- **Instructions to follow**: Show each line of the records below where the word "import" occurs.
(Material shown)
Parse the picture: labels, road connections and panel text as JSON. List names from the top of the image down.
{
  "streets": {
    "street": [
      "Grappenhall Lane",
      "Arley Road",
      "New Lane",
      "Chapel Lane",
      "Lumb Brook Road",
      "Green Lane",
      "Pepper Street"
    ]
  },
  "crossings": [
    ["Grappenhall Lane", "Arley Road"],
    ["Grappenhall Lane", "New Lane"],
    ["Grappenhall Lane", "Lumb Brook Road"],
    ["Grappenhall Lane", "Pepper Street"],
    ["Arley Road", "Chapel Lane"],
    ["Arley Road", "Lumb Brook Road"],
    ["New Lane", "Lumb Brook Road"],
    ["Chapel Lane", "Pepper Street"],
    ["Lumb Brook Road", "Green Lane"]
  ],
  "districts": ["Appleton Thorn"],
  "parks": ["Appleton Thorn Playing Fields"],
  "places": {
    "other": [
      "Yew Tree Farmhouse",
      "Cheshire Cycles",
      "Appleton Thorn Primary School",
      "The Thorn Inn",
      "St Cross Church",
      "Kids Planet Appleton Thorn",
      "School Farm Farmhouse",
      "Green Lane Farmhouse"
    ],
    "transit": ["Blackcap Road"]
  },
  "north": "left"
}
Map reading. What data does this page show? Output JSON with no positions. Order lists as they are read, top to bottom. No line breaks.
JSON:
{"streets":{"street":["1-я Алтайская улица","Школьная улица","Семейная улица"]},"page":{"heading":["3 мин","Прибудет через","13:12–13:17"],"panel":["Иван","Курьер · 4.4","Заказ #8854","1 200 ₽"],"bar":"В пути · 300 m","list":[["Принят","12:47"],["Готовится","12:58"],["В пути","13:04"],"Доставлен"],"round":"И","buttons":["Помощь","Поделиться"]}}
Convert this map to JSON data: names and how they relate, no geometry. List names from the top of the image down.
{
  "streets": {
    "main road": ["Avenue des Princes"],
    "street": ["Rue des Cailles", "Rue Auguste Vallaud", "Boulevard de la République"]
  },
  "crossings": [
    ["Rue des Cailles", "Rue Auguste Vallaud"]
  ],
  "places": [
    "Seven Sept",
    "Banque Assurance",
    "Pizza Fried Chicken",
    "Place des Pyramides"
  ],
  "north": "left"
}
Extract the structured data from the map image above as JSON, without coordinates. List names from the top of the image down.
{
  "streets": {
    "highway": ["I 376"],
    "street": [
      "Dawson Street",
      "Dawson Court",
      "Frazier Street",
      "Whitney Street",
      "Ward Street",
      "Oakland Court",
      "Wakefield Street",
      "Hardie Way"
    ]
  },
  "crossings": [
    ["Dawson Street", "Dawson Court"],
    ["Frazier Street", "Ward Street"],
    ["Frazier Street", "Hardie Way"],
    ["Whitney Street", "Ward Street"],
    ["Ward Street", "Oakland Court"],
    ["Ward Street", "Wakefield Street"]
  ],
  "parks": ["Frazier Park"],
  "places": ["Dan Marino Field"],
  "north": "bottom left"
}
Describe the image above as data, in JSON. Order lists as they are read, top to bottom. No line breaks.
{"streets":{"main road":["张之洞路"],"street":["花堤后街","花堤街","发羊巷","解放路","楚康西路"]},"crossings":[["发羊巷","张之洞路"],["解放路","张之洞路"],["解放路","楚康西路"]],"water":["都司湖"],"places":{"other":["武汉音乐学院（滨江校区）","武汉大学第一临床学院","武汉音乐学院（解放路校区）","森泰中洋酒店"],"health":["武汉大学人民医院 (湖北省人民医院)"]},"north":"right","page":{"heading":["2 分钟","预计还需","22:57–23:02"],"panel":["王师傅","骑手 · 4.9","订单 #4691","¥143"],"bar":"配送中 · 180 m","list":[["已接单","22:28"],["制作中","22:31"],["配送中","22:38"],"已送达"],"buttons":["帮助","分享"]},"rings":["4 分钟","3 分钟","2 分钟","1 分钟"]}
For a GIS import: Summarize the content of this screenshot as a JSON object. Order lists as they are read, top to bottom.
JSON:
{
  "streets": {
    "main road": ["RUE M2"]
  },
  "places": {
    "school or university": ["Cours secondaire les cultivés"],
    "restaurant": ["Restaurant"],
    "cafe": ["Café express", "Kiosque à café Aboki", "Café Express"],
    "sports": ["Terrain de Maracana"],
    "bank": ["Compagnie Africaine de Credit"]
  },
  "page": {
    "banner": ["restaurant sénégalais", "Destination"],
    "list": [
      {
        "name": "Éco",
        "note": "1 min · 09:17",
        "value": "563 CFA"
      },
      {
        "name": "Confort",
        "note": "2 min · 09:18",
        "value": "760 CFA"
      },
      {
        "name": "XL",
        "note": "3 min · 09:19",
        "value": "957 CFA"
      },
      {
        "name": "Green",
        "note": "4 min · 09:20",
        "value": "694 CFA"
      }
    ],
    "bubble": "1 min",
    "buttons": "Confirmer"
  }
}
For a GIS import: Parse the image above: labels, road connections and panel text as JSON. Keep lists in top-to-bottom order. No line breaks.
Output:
(End Material shown)
- **Output**:
For a GIS import: Summarize the content of this screenshot as a JSON object. Order lists as they are read, top to bottom.
For a GIS import: Parse the image above: labels, road connections and panel text as JSON. Keep lists in top-to-bottom order. No line breaks.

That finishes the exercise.